Readers were given a more exciting framework, helping them stoke their glorious anger. The judge could have given him 14 years! Prosecutors asked for six!
This selective presentation helped stoke our fury at the local judge. The death threats began rolling in.
Concerning those letters: The local judge had to assess a selection of letters and statements about the case. Readers were told about the foolishness and the apparent dissembling in two or three of the pro-Turner letters. We weren't told about the possible shortcomings in statements supporting the victim.
If we might borrow from Mr. T, we pity the judge when we see the statements he had to consider. In our view, parts of the letter from the heroic professor were completely foolish, given the circumstance which surrounded the case. In her own statement to the court, the victim discussed her history of drinking in a way which may have been as disingenuous as Turner's discussion of his own prior drinking.
The victim wasn't charged with a crime, of course. Still, we felt sorry for the judge when we saw some of the nonsense he was forced to sift. Because of the dogmas which keep us from discussing the intersection between alcohol abuse and sexual assault, the public never had to hear about any of this.
The protest by the heroic juror: After the local judge announced the disgraceful sentence, a juror stepped forward to protest. He was quickly cast in the role of the heroic juror.
There was no sign that this heroic juror knew his aspic from his elbow when it came to sentencing practices in such cases, but when we get our lynch mobs running, nobody cares about that. Beyond that, might we ask a question?
How did the jury find Turner guilty of "assault with intent to rape?" Even the heroic professor only said this in her letter to the unfeeling judge:
"Had Good Samaritans not intervened, [the victim] likely would have been raped in public."
We're not sure how the professor can feel she knows even that. But "likely" isn't "proven beyond a reasonable doubt." Somehow, though, the jury felt it knew enough to convict Turner on that charge. Is it possible that the jury may gotten a bit out over its skis? You will never see such a question discussed in the wake of such a case.
A few ancillary questions: What did you think about the 19-year sentence the teenager got in this recent case? What did you think about last week's long-delayed resolution of this police homicide case?
Oh, that's right! Those cases don't fit the standard templates through which we're fed our childish tribal gruel. You'll never see those cases discussed. Simple put, we pseudos don't care about the people involved in those cases.
"Hell is other Britons," a brave fellow has now declared. Needless to say, the New York Times thought his statement was great.
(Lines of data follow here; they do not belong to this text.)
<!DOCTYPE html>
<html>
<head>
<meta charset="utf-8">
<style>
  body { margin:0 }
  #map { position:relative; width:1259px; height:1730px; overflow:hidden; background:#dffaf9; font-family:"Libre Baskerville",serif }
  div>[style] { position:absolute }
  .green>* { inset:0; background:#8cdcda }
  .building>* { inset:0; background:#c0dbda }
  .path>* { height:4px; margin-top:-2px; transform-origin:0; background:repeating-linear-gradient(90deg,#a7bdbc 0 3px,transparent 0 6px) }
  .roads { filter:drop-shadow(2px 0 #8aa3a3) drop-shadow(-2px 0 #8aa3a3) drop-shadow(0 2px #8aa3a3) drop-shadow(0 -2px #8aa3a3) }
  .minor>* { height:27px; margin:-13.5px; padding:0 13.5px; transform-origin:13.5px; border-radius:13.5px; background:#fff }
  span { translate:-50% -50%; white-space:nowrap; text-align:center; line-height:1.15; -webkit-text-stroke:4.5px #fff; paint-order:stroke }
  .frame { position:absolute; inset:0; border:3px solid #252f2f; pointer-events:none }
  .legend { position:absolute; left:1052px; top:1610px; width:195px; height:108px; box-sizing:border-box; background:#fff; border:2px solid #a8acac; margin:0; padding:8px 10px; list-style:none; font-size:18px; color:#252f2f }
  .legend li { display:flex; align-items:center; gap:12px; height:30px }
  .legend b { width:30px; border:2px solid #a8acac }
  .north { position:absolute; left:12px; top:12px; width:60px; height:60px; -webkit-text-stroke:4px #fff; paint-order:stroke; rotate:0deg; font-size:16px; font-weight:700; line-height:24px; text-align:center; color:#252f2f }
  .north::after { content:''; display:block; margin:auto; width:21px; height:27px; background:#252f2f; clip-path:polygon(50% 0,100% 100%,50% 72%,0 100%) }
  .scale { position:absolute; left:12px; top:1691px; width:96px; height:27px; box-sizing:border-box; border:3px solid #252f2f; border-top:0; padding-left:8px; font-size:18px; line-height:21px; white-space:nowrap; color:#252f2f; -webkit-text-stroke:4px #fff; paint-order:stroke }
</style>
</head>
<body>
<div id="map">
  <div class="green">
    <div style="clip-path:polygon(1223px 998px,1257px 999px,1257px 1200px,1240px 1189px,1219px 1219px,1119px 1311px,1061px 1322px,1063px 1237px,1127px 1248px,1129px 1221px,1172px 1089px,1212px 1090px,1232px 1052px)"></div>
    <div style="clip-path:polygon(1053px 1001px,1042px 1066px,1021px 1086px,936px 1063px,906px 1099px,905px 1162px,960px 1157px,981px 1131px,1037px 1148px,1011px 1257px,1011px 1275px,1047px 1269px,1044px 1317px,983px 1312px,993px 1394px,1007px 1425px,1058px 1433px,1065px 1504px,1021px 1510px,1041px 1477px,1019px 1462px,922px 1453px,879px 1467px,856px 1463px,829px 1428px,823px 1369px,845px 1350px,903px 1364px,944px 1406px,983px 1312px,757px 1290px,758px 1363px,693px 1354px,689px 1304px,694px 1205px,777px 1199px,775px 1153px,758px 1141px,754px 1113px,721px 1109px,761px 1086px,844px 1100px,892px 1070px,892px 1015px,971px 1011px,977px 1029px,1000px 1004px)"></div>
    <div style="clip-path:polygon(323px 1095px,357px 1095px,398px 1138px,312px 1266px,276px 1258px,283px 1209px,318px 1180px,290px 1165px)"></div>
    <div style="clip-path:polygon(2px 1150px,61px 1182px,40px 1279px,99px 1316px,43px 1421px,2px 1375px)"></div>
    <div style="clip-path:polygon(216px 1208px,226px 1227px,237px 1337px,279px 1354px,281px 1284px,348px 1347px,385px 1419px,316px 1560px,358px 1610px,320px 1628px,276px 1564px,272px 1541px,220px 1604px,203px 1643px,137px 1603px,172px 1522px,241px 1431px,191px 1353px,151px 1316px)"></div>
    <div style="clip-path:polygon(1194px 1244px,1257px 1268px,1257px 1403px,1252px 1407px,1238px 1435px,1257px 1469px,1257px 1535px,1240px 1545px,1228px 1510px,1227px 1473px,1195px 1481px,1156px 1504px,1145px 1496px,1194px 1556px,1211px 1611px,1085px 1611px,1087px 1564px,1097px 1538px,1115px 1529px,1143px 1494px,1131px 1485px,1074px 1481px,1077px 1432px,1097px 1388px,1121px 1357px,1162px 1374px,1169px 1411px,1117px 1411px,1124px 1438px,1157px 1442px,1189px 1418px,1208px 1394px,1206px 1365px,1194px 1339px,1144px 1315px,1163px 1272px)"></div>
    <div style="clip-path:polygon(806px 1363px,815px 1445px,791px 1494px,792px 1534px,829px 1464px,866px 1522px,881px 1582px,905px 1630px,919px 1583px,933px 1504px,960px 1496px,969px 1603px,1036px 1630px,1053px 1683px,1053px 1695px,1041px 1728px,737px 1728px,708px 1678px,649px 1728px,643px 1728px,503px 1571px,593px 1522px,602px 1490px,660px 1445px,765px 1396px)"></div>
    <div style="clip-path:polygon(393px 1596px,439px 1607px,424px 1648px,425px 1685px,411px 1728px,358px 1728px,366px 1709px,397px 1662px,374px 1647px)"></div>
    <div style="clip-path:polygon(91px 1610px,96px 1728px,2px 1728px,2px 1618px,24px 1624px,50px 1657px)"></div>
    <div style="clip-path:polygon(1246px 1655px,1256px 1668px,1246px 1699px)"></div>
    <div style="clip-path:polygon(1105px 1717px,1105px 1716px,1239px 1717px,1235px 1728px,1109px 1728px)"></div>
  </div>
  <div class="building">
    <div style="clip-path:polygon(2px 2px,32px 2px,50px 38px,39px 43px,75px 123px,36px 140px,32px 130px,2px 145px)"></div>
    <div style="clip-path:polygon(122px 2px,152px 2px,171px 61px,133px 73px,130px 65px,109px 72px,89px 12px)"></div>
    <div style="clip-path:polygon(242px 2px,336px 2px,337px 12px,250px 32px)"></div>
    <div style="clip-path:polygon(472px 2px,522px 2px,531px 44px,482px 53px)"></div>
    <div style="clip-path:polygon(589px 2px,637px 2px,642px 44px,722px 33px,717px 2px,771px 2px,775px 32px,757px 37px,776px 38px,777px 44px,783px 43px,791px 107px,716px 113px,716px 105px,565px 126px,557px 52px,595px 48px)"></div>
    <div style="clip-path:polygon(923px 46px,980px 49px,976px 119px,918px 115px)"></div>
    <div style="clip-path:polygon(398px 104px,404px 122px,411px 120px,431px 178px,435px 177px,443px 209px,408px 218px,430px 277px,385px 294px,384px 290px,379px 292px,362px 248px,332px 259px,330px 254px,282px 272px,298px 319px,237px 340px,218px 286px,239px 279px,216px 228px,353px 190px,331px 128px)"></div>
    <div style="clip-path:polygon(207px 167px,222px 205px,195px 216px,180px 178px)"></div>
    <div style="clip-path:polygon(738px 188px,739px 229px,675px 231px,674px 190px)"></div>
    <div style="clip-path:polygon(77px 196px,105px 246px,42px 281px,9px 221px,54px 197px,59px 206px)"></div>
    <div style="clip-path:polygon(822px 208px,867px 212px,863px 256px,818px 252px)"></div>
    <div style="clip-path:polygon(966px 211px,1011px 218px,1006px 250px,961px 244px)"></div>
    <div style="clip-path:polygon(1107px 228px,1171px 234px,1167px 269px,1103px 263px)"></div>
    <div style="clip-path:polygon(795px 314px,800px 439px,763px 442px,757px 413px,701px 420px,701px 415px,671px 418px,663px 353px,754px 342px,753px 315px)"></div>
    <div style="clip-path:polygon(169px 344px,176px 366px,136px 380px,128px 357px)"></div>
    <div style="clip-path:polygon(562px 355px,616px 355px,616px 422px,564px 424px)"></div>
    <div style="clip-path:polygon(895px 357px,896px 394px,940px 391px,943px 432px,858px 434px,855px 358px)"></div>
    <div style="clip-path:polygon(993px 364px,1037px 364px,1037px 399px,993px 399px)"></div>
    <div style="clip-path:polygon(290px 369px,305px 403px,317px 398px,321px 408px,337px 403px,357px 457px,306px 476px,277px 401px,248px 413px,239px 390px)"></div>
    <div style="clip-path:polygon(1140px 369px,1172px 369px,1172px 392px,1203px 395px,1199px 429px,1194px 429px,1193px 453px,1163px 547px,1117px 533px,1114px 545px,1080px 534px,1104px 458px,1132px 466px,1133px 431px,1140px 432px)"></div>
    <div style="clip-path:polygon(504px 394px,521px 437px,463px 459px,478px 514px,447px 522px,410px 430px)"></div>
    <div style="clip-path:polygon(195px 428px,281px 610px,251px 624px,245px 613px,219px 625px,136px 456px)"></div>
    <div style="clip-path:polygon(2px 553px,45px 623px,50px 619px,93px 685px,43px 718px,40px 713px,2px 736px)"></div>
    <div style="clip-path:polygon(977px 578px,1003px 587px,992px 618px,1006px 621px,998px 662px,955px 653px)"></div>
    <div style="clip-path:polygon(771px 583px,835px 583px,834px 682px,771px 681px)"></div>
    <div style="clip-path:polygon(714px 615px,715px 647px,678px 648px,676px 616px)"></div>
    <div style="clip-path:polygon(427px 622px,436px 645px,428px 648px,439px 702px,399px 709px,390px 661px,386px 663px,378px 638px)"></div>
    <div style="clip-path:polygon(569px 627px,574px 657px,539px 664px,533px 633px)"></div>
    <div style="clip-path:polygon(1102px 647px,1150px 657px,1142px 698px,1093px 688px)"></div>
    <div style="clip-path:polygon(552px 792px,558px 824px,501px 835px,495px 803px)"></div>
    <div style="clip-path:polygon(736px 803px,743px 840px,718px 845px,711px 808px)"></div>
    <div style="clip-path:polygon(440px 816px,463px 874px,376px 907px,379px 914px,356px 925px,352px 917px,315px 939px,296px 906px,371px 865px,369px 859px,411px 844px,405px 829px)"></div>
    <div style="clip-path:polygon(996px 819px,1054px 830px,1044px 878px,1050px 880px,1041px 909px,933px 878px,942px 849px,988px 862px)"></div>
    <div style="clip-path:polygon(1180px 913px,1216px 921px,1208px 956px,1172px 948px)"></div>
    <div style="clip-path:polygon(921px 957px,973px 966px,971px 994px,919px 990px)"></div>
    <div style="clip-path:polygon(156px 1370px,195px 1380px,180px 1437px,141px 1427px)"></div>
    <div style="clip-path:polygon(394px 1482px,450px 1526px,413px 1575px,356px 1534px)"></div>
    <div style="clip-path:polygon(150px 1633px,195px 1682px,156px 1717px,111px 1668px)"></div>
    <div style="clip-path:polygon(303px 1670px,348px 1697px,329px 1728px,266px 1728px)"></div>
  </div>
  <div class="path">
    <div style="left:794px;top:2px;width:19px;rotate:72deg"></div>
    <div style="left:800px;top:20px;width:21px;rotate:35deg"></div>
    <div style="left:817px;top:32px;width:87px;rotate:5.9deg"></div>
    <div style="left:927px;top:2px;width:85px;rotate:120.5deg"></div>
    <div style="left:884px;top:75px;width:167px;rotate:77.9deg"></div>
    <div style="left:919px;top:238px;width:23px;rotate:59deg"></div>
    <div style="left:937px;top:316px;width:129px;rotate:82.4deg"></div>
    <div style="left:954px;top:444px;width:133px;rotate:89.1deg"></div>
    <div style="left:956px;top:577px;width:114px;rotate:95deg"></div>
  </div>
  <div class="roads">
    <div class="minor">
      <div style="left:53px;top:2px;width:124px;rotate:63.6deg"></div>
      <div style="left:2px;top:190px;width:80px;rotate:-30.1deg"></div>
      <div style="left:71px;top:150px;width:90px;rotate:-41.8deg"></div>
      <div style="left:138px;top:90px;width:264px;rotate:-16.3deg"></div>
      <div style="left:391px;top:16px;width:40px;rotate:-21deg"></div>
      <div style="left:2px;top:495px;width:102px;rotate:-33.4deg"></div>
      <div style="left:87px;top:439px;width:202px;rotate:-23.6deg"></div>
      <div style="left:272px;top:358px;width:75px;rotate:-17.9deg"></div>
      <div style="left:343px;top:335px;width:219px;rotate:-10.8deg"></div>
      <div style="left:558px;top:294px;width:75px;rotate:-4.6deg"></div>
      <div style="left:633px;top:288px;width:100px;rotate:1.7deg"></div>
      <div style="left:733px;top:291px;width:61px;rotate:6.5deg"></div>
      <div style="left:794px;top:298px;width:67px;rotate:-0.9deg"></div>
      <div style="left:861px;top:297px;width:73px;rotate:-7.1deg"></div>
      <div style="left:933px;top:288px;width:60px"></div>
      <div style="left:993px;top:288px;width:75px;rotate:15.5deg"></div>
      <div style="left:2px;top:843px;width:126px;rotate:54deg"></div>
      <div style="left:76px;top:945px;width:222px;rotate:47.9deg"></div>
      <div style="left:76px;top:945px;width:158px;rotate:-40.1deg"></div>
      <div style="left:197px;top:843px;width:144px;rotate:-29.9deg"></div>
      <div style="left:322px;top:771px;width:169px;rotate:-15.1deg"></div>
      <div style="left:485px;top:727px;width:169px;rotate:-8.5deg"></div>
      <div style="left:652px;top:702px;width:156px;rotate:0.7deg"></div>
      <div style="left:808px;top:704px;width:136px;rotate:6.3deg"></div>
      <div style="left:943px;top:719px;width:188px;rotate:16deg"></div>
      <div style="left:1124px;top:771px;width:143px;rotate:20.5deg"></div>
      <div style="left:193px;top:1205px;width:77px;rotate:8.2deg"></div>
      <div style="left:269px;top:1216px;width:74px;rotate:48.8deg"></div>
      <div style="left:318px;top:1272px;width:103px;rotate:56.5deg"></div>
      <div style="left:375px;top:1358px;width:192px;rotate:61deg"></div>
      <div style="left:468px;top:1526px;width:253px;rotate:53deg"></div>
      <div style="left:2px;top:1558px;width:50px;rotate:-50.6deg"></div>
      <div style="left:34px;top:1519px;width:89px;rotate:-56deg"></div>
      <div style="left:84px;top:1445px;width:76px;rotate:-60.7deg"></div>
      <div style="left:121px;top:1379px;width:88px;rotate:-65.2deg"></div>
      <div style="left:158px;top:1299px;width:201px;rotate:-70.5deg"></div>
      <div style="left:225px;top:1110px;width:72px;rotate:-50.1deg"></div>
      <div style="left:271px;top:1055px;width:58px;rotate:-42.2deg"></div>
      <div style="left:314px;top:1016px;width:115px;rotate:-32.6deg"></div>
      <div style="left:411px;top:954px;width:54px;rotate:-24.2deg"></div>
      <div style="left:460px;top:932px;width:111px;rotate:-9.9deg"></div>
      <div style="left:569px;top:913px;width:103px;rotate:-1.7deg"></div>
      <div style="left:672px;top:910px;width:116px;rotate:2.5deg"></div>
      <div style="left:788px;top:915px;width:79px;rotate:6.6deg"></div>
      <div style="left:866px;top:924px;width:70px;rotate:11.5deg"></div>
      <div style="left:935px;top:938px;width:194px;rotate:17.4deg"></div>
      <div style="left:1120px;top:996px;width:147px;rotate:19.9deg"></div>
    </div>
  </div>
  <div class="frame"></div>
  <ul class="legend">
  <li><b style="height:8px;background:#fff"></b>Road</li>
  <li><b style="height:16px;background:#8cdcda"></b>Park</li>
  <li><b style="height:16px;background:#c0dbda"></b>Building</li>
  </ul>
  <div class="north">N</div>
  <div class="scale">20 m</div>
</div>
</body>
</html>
Tomorrow, we'll build a new line of inquiry out of that stirring declaration. For ourselves, we'll only say his: increasingly, hell is the childish conduct of other pseudo-liberals.
Ambiguity isn't our friend. We prefer our heroes and demons straight.
We like the chase the local judges around. Within the realm of our childish minds, the provost can't be disturbed.
A bar tender faces legal trouble if he behaves as that Stanford fraternity did. That said, the frats just keep on pouring, with the same results again and again and again.
Young people are hurt again and again as this crackpot culture proceeds. In the realm of our simple and childish minds, the provost, president and professors know nothing about this problem.
Cast in the role of the Skittles: We enjoy inventing fake facts. We enjoy disappearing facts which introduce complexity into our games.
We also like to stress irrelevant facts which set the tone for our morality tales. In this case, the dumpster was the irrelevant player. It was widely cited for its bathetic effect. It was cast in the role of the Skittles.
This is the way our childish minds actually work. As the great existentialist declared in Huis Clos, "Hell is other people!"